Riant bêtement, il souleva ses épaules juvéniles :

— Je ne sais pas, ça me gêne maintenant.

Il exhiba sa dentition saine.

— Tout à l’heure tu n’étais pas gêné !

Quatre heures sonnèrent, Madame Clarizet leur demanda s’ils souhaitaient goûter. Mais Léon ne désirait plus rien, sa jolie cousine ne l’intéressait plus. Il refusa et fila, la casquette sur l’oreille, l’air désinvolte.

Par la fenêtre, Sarah le vit s’éloigner et murmura :

— L’ingrat !

Elle n’eut pas de haine, mais une sourde volonté de vengeance. Elle s’étonnait qu’il n’eût pas autant de curiosité qu’elle-même, tandis qu’elle se sentait prête à lui dévoiler tous ses secrets.

Elle grinça des dents et se jura qu’il les examinerait quand même.

Après un goûter hâtif, elle s’enferma dans sa chambre et imagina les tourments qu’elle infligerait à l’égoïste lorsque l’occasion se présenterait.

Il n’en est pas moins vrai que la soirée entière elle fut troublée par ce souvenir de quelques minutes d’un jeu nouveau.

Son père, en rentrant de la belotte quotidienne, lui caressa la joue :

Un peu pâlotte, fifille, tu travailles trop à tes études.

Elle agita ses boucles brunes en signe de dénégation :

— Mais non, c’est le contre-jour qui me fait paraître pâle.

Madame Clarizet sourit, attira sa chaise vers la table et attendit placidement le dîner.

Sarah n’égaya point ce repas de ses propos joyeux, il y avait en son esprit un souci. Elle se remémorait les confidences de compagnes et cherchait à s’imaginer Léon jouant, auprès d’elle, le rôle d’ordinaire dévolu au monsieur.

Cette idée la fit rire : Léon était un petit cousin et non point un monsieur. Il ne serait jamais auprès d’elle qu’un ersatz nécessaire.

Elle fut se coucher plus tôt que d’habitude et s’endormit plus tard. Le résultat fut que le lendemain, en partant au lycée, elle avait les paupières lourdes et les reins brisés.

Cependant, elle souriait à la vie, ne s’émouvant point des légers excès que sa jeunesse robuste rendait supportables.

En classe, elle fit part à une voisine amie de ses connaissances nouvelles, fournit des précisions.
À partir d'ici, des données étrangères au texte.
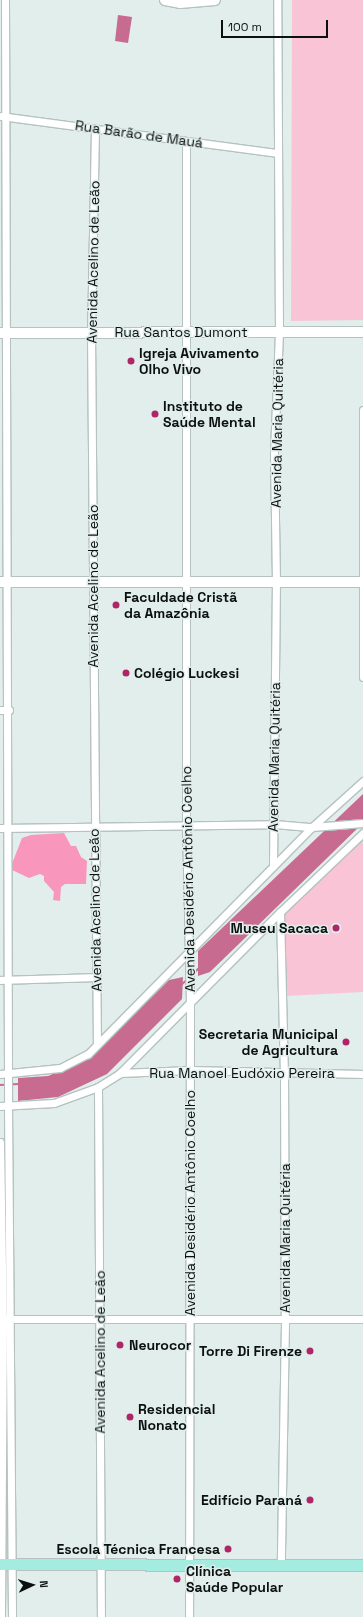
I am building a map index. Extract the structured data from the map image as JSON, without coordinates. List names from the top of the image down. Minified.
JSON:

L’autre, qui trompait ses impatiences en compagnie d’une camarade, se montra intéressée. Habilement, elle adressa des avances à Sarah, espérant conduire celle-ci aux plaisirs de Sapho.
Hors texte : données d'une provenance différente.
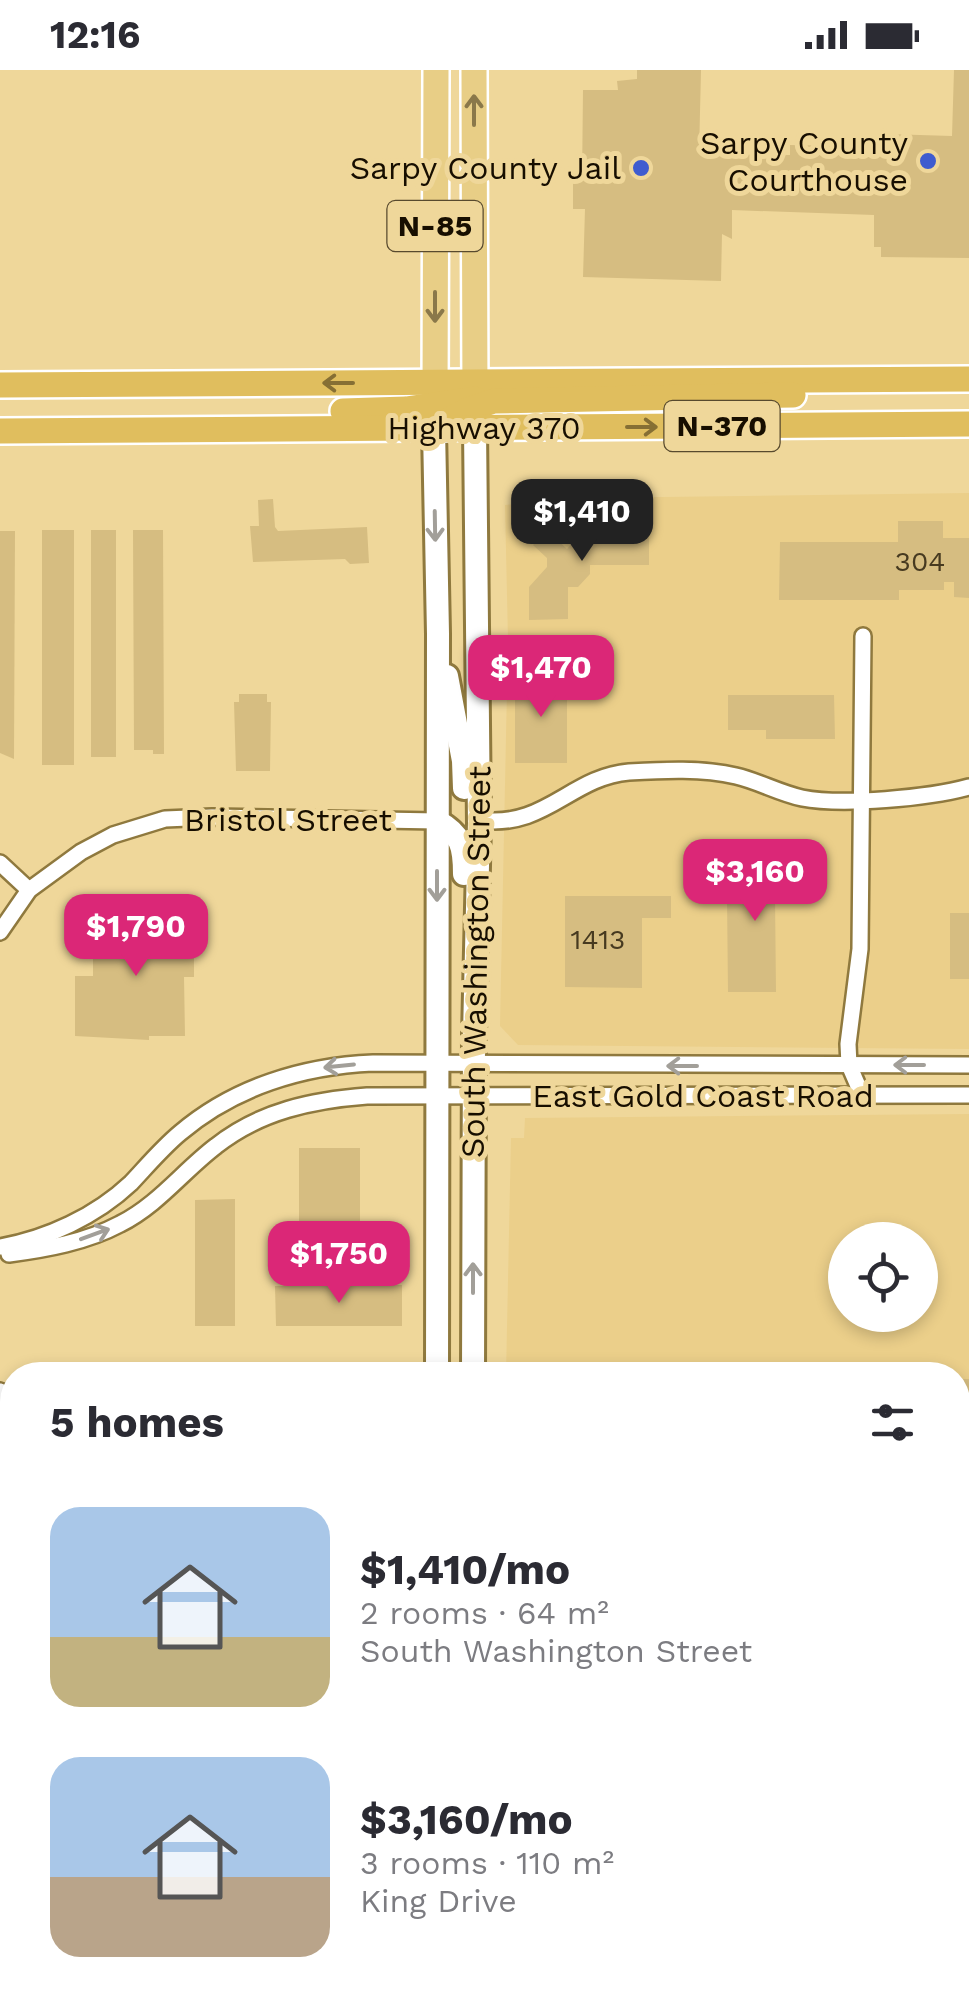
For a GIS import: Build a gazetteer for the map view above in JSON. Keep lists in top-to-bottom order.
{
  "streets": {
    "highway": ["N-370", "Highway 370"],
    "main road": ["N-85", "South Washington Street"],
    "street": ["Bristol Street", "East Gold Coast Road"]
  },
  "crossings": [
    ["Highway 370", "South Washington Street"],
    ["Bristol Street", "South Washington Street"],
    ["South Washington Street", "East Gold Coast Road"]
  ],
  "places": ["Sarpy County Courthouse", "Sarpy County Jail"],
  "house_numbers": ["304", "1413"],
  "page": {
    "status": "12:16",
    "price": [
      "$1,410",
      "$1,470",
      "$3,160",
      "$1,790",
      "$1,750"
    ],
    "heading": "5 homes",
    "list": [
      {
        "name": "$1,410/mo",
        "note": "2 rooms · 64 m² · South Washington Street"
      },
      {
        "name": "$3,160/mo",
        "note": "3 rooms · 110 m² · King Drive"
      }
    ]
  }
}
Mais la jeune fille était instinctivement réfractaire à ce genre de distraction.

En réalité, sa sexualité venait à peine de s’éveiller, ce qu’il y avait en elle, auparavant, c’était une sensualité voluptueuse, un goût languide pour les sensations profondes, quelles qu’elles fussent. Le rêve appartenait à cette sensualité, à ce besoin inné de stimuler un tempérament empreint de la mollesse maternelle.
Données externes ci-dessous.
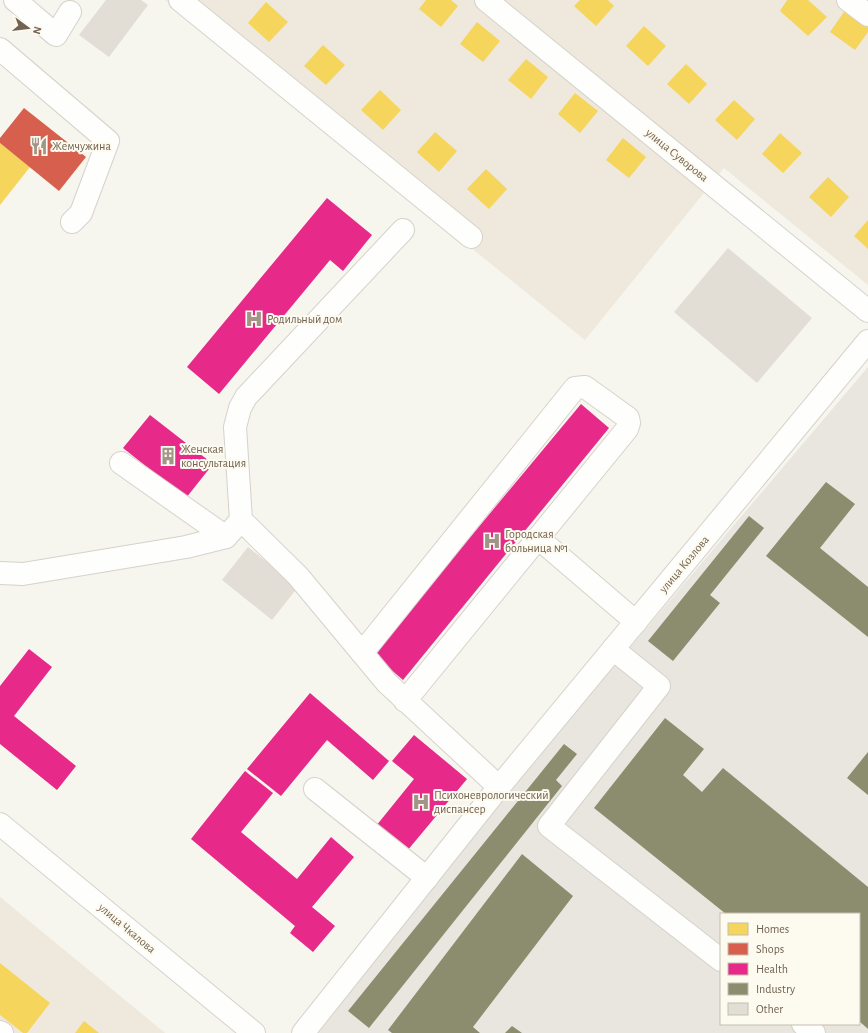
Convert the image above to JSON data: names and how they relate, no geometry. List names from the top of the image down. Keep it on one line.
{"streets":{"street":["улица Суворова","улица Козлова","улица Чкалова"]},"places":{"restaurant":["Жемчужина"],"hospital":["Родильный дом","Городская больница №1","Психоневрологический диспансер"],"building":["Женская консультация"]},"legend":["Homes","Shops","Health","Industry","Other"],"north":"right"}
L’amie s’autorisa à son tour des confidences qui la rendirent songeuse.

L’après-midi, lorsqu’elle retourna au lycée, elle n’avait point de pantalon, éprouvant une satisfaction très douce au contact de ses cuisses tièdes, l’une contre l’autre.

À quatre heures, quand elle rentra, elle chercha Léon des yeux aux alentours. Mais Léon n’était point là retenu par les préparatifs d’une importante partie de rugby.

Elle fut déçue et mesura dès cet instant l’égoïsme masculin. Ce fut plus que de la rancœur qu’elle éprouva, plutôt une sorte de haine sourde, placide, qui s’accommodait avec son tempérament ennemi de l’effort physique.

Dans sa chambre, elle rêva, mais si dans ce rêve elle tenait la place de l’héroïne, Léon faisait figure de l’esclave tyrannisé. Tyrannisé, non par de la brutalité ou de la sauvagerie, mais par une sorte de malignité sournoise qui l’obligeait à mille turpitudes.

À ces images bizarres, elle goûta un plaisir nouveau qui se fixa dans son esprit, formant la base inconsciente de son érotisme futur.

Après le dîner, elle voulut répéter l’expérience, ignorant l’épuisement ou la fatigue physique. D’ailleurs, par une sorte de précaution instinctive, elle n’allait jamais jusqu’au bout du rêve, laissant la chair en suspens, réservant la solution pour la minute ultime où elle aurait enfin envie de dormir.

Le lendemain matin, elle se réveilla fort guillerette, certaine que la journée ne s’écoulerait pas sans qu’elle vit le charmant Léon.

La classe, les divagations d’un professeur en mal de pédagogie, la laissèrent indifférente, les joues dans les mains, elle contemplait le tableau noir et y voyait se dessiner progressivement l’emblème extravagant, attribut sacré de la force productrice dans la nature.